May 22, 2024 - News

These are Colorado's richest CEOs

A bar chart that displays the total compensation in millions of dollars for Colorado's top-paid CEOs in 2023. The chart shows Gavin Hattersley of Molson Coors leading with $12.21 million, followed by Thomas Palmer of Newmont with $11.75 million. Daniel Fisher of Ball Corporation, Scott Brinker of Healthpeak Properties, and Javier Rodriguez of DaVita earned $9.32 million, $7.69 million, and $6.71 million respectively.
Data: MyLogIQ via The Wall Street Journal; Chart: Alayna Alvarez/Axios

At least five of the highest-paid CEOs in the country run companies based in or with a significant presence in Colorado, according to a new analysis from the Wall Street Journal.

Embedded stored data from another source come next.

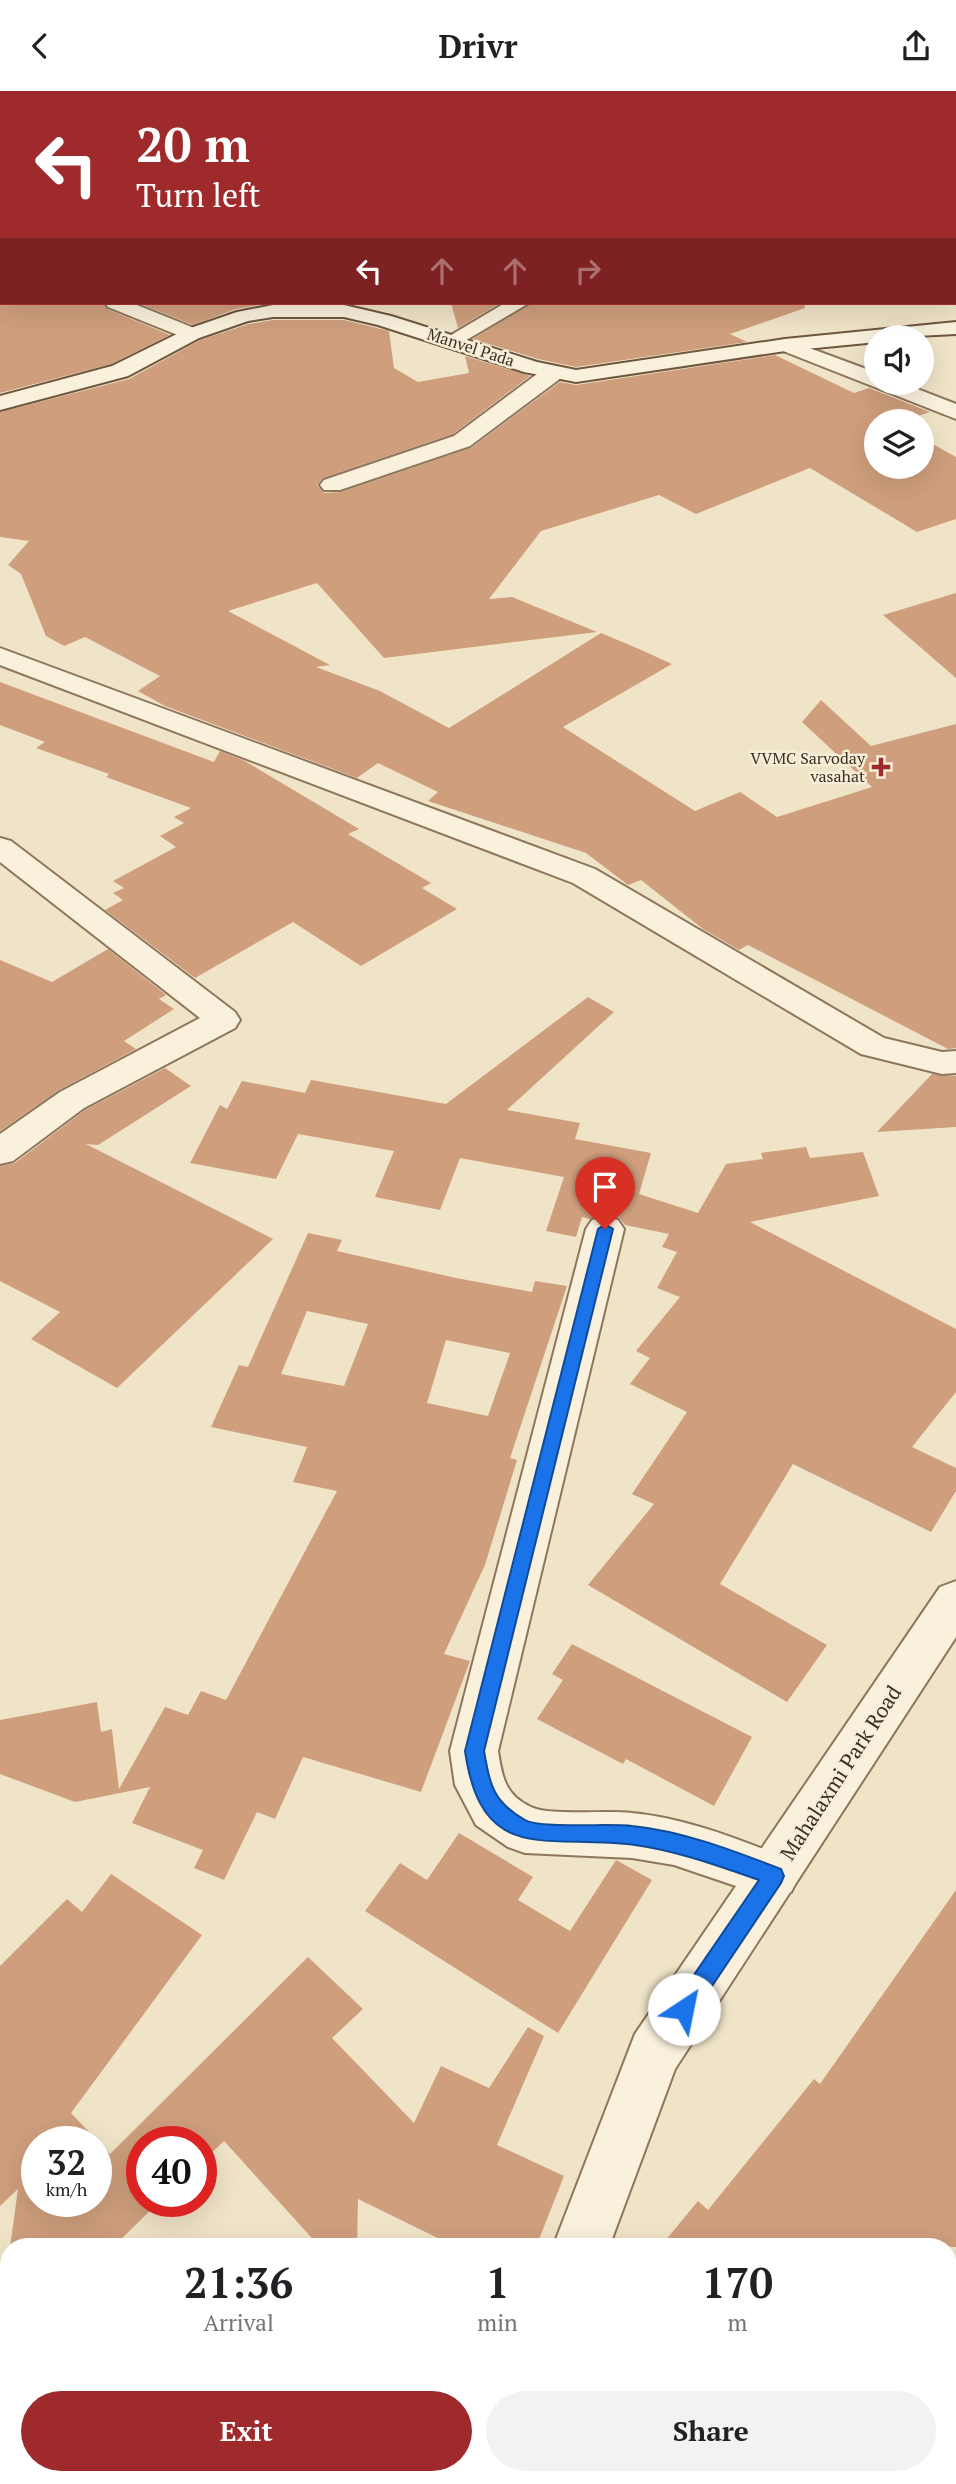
<!DOCTYPE html>
<html lang="en">
<head>
<meta charset="utf-8">
<style>
  body { margin:0; font-family:"PT Serif",serif; background:#f2f2f2; color:#202124; height:100vh; display:flex; flex-direction:column; font-size:26px; white-space:nowrap }
  * { box-sizing:border-box; margin:0 }
  p { font-size:23px; color:#757577 }
  .icon { flex:none; width:38px; height:38px; fill:none; stroke:currentColor; stroke-width:2; stroke-linecap:round; stroke-linejoin:round }
  .map { position:relative; flex:1; overflow:hidden }
  .sheet { position:absolute; left:0px; top:2147px; width:957px; height:247px; display:flex; flex-direction:column; background:#fff; border-radius:28px 28px 0 0; box-shadow:0 7px 28px #0002 }
  .sheet>* { flex:none }
  .hud { position:absolute; left:0px; top:0px; width:957px; height:214px; box-shadow:0 7px 28px #0002; background:#9e2a2b; color:#fff; overflow:hidden }
  .fabs { position:absolute; left:864px; top:234px; display:grid; gap:14px }
  .fabs a { display:grid; place-items:center; width:70px; height:70px; border-radius:50%; background:#fff; box-shadow:0 7px 28px #0002; font-size:35px }
  .speed { position:absolute; left:21px; top:2035px; display:flex; gap:14px; font-size:35px; font-weight:700; text-align:center }
  .speed>* { display:grid; place-content:center; width:91px; height:91px; border-radius:50%; background:#fff; box-shadow:0 7px 28px #0002; line-height:1 }
  .speed small { font-size:18px; font-weight:400 }
  .speed .limit { border:10px solid #d22; background:#fff; color:#111 }
  .pin { position:absolute; display:grid; place-items:center; width:60px; height:60px; color:#fff; margin:-72px -30px; border-radius:50% 50% 50% 0; rotate:-45deg; box-shadow:0 0 7px #0007 }
  .pin .icon { rotate:45deg }
  .me { position:absolute; width:77px; margin:-38px; rotate:34deg; stroke-linejoin:round; filter:drop-shadow(0 0 5px #0008) }
  .turn { display:flex; align-items:center; gap:24px; height:147px; padding:0 21px; font-size:32px }
  .turn .icon { width:91px; height:91px; stroke-width:2.5 }
  .turn b { display:block; font-size:49px; line-height:60px }
  .lanes { display:flex; align-items:center; height:66px; padding:0 21px; background:#0003; justify-content:center; gap:35px; direction:ltr }
  .lanes .off { opacity:.35 }
  .eta { display:flex; justify-content:space-evenly; align-items:center; height:119px; text-align:center }
  .eta b { font-size:42px; font-weight:800; line-height:49px }
  .action { display:flex; gap:14px; margin-top:auto; padding:14px 21px }
  .action a { flex:1; height:80px; border-radius:42px; background:#9e2a2b; color:#fff; font-size:28px; font-weight:800; line-height:80px; text-align:center }
  .action a+a { background:#f2f2f2; color:#202124 }
  header { display:flex; justify-content:space-between; align-items:center; height:91px; padding:0 21px; background:#fff; font-size:32px; font-weight:800 }
  .map>svg:first-child { display:block }
  .building { fill:#cf9f7d; fill-rule:evenodd }
  .lines { fill:none; stroke-linecap:round; stroke-linejoin:round }
  .minor-casing { stroke:#8d765c; stroke-width:4 }
  .tertiary-casing { stroke:#8d765c; stroke-width:4 }
  .secondary-casing { stroke:#6f573f; stroke-width:4 }
  .minor { fill:#faf1dc; fill-rule:evenodd }
  .tertiary { fill:#faf1dc; fill-rule:evenodd }
  .secondary { fill:#faf1dc; fill-rule:evenodd }
  .route { fill:#1a73e8; stroke:#114b97; stroke-width:2 }
  .poi-dot { fill:#9e2a2b; stroke:#f7eed8; stroke-width:2.5 }
  .labels { text-anchor:middle; stroke-width:5; stroke-linejoin:round; paint-order:stroke }
  .far-street-label { font-size:16px; fill:#3d2e20; stroke:#f7eed8 }
  .far-poi-label { font-size:16px; fill:#3d2e20; stroke:#f7eed8; text-anchor:end }
  .near-street-label { font-size:21px; fill:#3d2e20; stroke:#f7eed8 }
</style>
</head>
<body>
<header><svg class="icon" aria-label="back" viewBox="0 0 24 24"><path d="M15 5l-7 7 7 7"/></svg>Drivr<svg class="icon" aria-label="share" viewBox="0 0 24 24"><path d="M12 15V3M7 8l5-5 5 5M5 13v7h14v-7"/></svg></header>
<div class="map">
<svg width="956" height="2393" viewBox="0 0 956 2393">
  <rect width="100%" height="100%" fill="#f0e4c8"/>
  <g class="building">
    <path d="M0,212H102L107,218L170,244L111,273L0,302Z"/>
    <path d="M138,212H271L236,218L193,234Z"/>
    <path d="M451,212H500L458,237Z"/>
    <path d="M531,212H804L805,217L730,243L747,251L576,276L538,268L473,248Z"/>
    <path d="M273,229H344L389,240L394,277L418,291L469,282L465,265L530,285L453,343L323,387L317,394L324,402L341,401L471,357L560,291L576,294L775,264L854,302L869,297L930,321L900,331H877V376H922V347L956,366V428L917,441L810,377L696,423L659,404L541,440L489,508L512,506L597,541L384,567L317,492L228,520L330,574L316,576L380,600L449,637L601,542L639,558L672,573L563,636L695,720L740,701L777,726L872,696L802,631L821,609L871,655L956,633V957L948,958L748,854L739,859L703,838L641,789L628,794L586,762L428,710L438,701L378,672L357,687L165,615L138,600L160,585L85,546L64,555L46,545L21,483L8,474L29,450L0,446V321L129,288L200,249L249,233Z"/>
    <path d="M956,502V587L883,524Z"/>
    <path d="M0,591L214,671L220,660L243,669L359,738L348,743L431,792L422,797L457,818L361,875L293,831L195,887L105,819L123,809L113,802L124,797L113,790L176,756L160,745L184,732L174,726L191,717L106,686L109,683L36,657L45,651L0,634Z"/>
    <path d="M108,858L166,904L159,908L174,918L124,950L136,958L59,999L0,1040V869L52,891Z"/>
    <path d="M588,906L614,921L507,1019L580,1032L575,1048L651,1062L639,1103L698,1122L726,1073L763,1068L761,1062L806,1056L810,1067L863,1061L879,1105L750,1131L956,1238V1301L912,1356L956,1377V1400L931,1441L793,1373L720,1493L827,1554L787,1611L588,1494L654,1413L632,1403L687,1321L630,1293L650,1267L636,1260L680,1206L657,1197L677,1161L662,1156L669,1143L625,1134L619,1126L606,1122L590,1128L582,1126L576,1146L546,1140L564,1086L460,1067L440,1119L375,1106L394,1060L298,1043L276,1088L190,1072L220,1014L227,1018L242,990L305,1002L311,989L446,1013Z"/>
    <path d="M165,977L191,995L98,1054L86,1053L273,1148L117,1297L31,1248L60,1221L0,1190V1075L15,1072L85,1019Z"/>
    <path d="M932,983L956,985V1036L877,1041Z"/>
    <path d="M308,1142L342,1149L337,1160L456,1187L532,1201L535,1190L567,1195L510,1367L517,1369L485,1474L444,1563L470,1570L421,1701L303,1666L275,1728L257,1721L224,1789L194,1777L203,1759L132,1732L150,1696L75,1711L0,1683V1629L97,1611L101,1641L112,1638L119,1698L165,1616L188,1624L201,1600L226,1609L337,1400L293,1391L307,1356L211,1336L239,1274L248,1276ZM307,1220L368,1233L344,1295L281,1283ZM446,1249L510,1262L488,1325L427,1312Z"/>
    <path d="M572,1553L752,1646L714,1715L626,1668L623,1673L537,1628L563,1589L552,1583Z"/>
    <path d="M459,1742L533,1786L518,1809L570,1840L616,1769L652,1789L558,1942L365,1820L400,1772L427,1789Z"/>
    <path d="M111,1783L202,1844L71,2022L110,2063L308,1866L363,1918L332,1947L414,2032L441,1975L489,1997L528,1936L544,1945L497,2054L564,2085L536,2156H456L358,2108L357,2156H320L224,2050L201,2072V2051H142V2110H160L113,2156H10L18,2098L0,2115V1875L67,1808L82,1821ZM37,2051H96V2110H37Z"/>
    <path d="M956,1799V2156H660L698,2110L708,2119L814,1988L820,1993Z"/>
  </g>
  <g class="lines">
    <defs>
      <g id="minor">
        <path d="M357,0H379L356,2Z"/>
        <path d="M497,0H518L519,2H498Z"/>
        <path d="M0,100H2L0,111Z"/>
        <rect x="0" y="160" width="2" height="12"/>
        <path d="M105,212H132L199,239L202,243L199,247H185L108,216Z"/>
        <path d="M505,212H529L458,254H444L441,250Z"/>
        <path d="M553,276L564,282L561,287L470,355L340,399H324L320,394L324,389L454,345L545,277Z"/>
        <path d="M0,557L595,778L884,947L942,961L956,960V982L942,983L861,963L573,792L0,574Z"/>
        <path d="M0,747L11,750L235,921L240,929L235,937L84,1017L13,1070L0,1073V1043L60,1001L200,927L0,771Z"/>
        <path d="M605,1125L618,1129L624,1138L498,1660C502,1686 505,1704 531,1716C548,1725 609,1719 632,1722C686,1727 741,1749 791,1769L799,1785L791,1801L774,1808L674,1774L632,1767L525,1762L508,1756L476,1734L455,1694L450,1660L586,1138L592,1129Z"/>
        <path d="M140,2385H200L198,2393H138Z"/>
      </g>
      <g id="tertiary">
        <path d="M785,248L877,282V292H902L956,313V328L778,258L775,254Z"/>
        <path d="M956,1490V1546L675,1978L609,2156H553L635,1943L940,1496Z"/>
        <path d="M464,2385H524L521,2393H461Z"/>
      </g>
      <g id="secondary">
        <path d="M273,214H344L391,225L537,271L576,279L785,248L956,231V243L877,247V251L785,260L576,291L524,281L378,234L344,226H273L248,230L199,247L128,285L0,319V305L112,275L185,239L237,221Z"/>
        <path d="M0,2331H9V2385H23L0,2391Z"/>
        <path d="M624,2385H765L768,2393H627Z"/>
      </g>
    </defs>
    <use href="#minor" class="minor-casing"/>
    <use href="#tertiary" class="tertiary-casing"/>
    <use href="#secondary" class="secondary-casing"/>
    <use href="#minor" class="minor"/>
    <use href="#tertiary" class="tertiary"/>
    <use href="#secondary" class="secondary"/>
  </g>
  <path class="route" d="M605,1133L613,1138L484,1660C490,1694 493,1711 525,1729C541,1738 610,1732 632,1735C683,1740 734,1760 781,1778L784,1785L781,1792L692,1925L684,1928L676,1925L673,1918L676,1910L759,1789C718,1775 678,1760 635,1754C548,1742 482,1777 465,1660L598,1138Z"/>
  <path class="poi-dot" d="M877.5 665.5h7v7h7v7h-7v7h-7v-7h-7v-7h7z"/>
  <g class="labels">
    <g class="far-street-label">
      <text transform="translate(471 256) rotate(18)" y="6">Manvel Pada</text>
    </g>
    <g class="far-poi-label">
      <text x="865" y="673">VVMC Sarvoday<tspan x="865" dy="18">vasahat</tspan></text>
    </g>
    <g class="near-street-label">
      <text transform="translate(841 1682) rotate(-57)" y="7">Mahalaxmi Park Road</text>
    </g>
  </g>
</svg>
<div class="fabs">
<a><svg class="icon" aria-label="sound" viewBox="0 0 24 24"><path d="M4 9h4l5-4v14l-5-4H4zM17 9q2 3 0 6"/></svg></a>
<a><svg class="icon" aria-label="layers" viewBox="0 0 24 24"><path d="M12 4l9 5-9 5-9-5zM3 14l9 5 9-5"/></svg></a>
</div>
<div class="speed"><div>32<small>km/h</small></div><div class="limit">40</div></div>
<div class="pin" style="left:605px;top:1138px;background:#d93025"><svg class="icon" aria-label="arrive" viewBox="0 0 24 24"><path d="M6 21V4h12l-3 4 3 4H6"/></svg></div>
<svg class="me" style="left:684px;top:1918px" viewBox="-20 -20 40 40"><circle r="19" fill="#fff"/><path d="M0-13L10 11 0 6-10 11z" fill="#1a73e8"/></svg>
<div class="hud">
<div class="turn"><svg class="icon" aria-label="left" viewBox="0 0 24 24"><path d="M17 20v-9H6M10 6l-5 5 5 5"/></svg><div><b>20 m</b>Turn left</div></div>
<div class="lanes"><svg class="icon" aria-label="left" viewBox="0 0 24 24"><path d="M17 20v-9H6M10 6l-5 5 5 5"/></svg><svg class="icon off" aria-label="ahead" viewBox="0 0 24 24"><path d="M12 20V5M6 11l6-6 6 6"/></svg><svg class="icon off" aria-label="ahead" viewBox="0 0 24 24"><path d="M12 20V5M6 11l6-6 6 6"/></svg><svg class="icon off" aria-label="right" viewBox="0 0 24 24"><path d="M7 20v-9h11M14 6l5 5-5 5"/></svg></div>
</div>
<section class="sheet">
<div class="eta">
<div><b>21:36</b><p>Arrival</p></div>
<div><b>1</b><p>min</p></div>
<div><b>170</b><p>m</p></div>
</div>
<div class="action"><a>Exit</a><a>Share</a></div>
</section>
</div>
</body>
</html>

The big picture: The majority of chief executives across more than 400 of the nation's largest companies received year-over-year raises of at least 9% — including several in the Centennial State — as stock awards buoyed the value of compensation packages, per the WSJ.

  • Half of those business leaders earned at least $15.7 million — a new record for median CEO pay in the annual survey — and several made more than $50 million.

Zoom in: At least five CEOs with Colorado connections made the list.

  • All but one received pay increases, mirroring the trajectory of the state's richest residents, who also reached new financial heights last year.

By the numbers: The area's top-paid leader was Gavin Hattersley of beer giant Molson Coors, who received a total pay valued at $12.2 million last year, up about 35% from 2022.

Other local leaders on the list include:

Thomas Palmer: CEO of Greenwood Village-based Newmont, the world's largest gold mining corporation.

  • His total pay was $11.8 million last year, down 14% from 2022.

Daniel Fisher: CEO of Westminster-based Ball Corporation, an aluminum product manufacturer.

  • He made $9.3 million, up 36%.

Scott Brinker: CEO of Denver-based Healthpeak Properties, a real estate investment trust.

  • He made $7.7 million, up 38%.

Javier Rodriguez: CEO of Denver-based DaVita, a kidney dialysis provider.

  • He made $6.7 million, up a whopping 125%.

How it works: The Wall Street Journal used information from corporate proxy statements filed through May 16 last year by companies in the S&P 500 index, as collected by MyLogIQ, a provider of public company data and analysis.